── Information ──
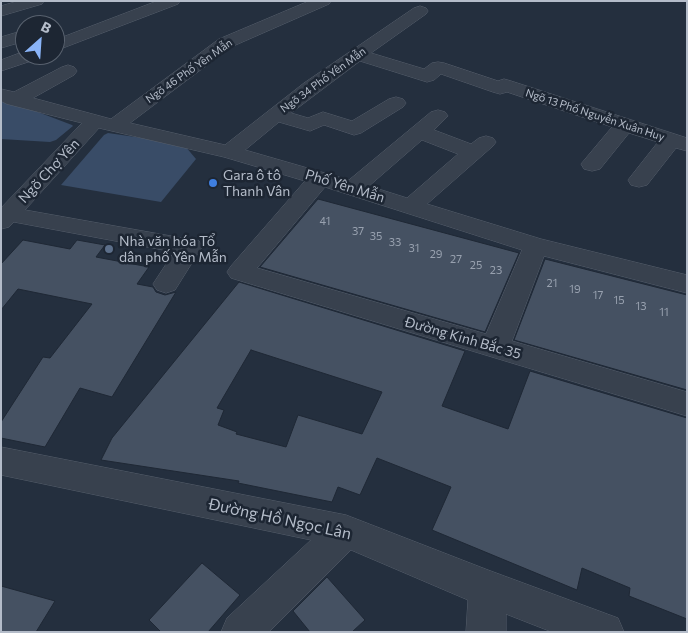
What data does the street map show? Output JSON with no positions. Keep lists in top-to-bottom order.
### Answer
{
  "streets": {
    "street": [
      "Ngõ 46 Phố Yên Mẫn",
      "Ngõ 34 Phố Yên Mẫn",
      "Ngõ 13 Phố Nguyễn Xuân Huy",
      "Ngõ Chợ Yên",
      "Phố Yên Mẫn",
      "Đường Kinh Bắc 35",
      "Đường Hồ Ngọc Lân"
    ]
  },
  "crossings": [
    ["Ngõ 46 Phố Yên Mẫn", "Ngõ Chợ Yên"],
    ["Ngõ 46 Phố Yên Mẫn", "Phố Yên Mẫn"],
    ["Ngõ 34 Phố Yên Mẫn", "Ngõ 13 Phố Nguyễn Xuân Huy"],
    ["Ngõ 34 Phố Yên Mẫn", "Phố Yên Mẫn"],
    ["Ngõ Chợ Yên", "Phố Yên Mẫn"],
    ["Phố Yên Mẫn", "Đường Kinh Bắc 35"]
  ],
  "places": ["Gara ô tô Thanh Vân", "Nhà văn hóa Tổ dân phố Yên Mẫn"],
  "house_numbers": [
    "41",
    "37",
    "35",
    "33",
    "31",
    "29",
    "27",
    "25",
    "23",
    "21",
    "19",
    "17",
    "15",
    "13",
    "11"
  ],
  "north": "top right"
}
───
How to complete this task:
Which lines in the material contain the word "Xuân"? Pull each of them out.

Answer to this problem:
      "Ngõ 13 Phố Nguyễn Xuân Huy",
    ["Ngõ 34 Phố Yên Mẫn", "Ngõ 13 Phố Nguyễn Xuân Huy"],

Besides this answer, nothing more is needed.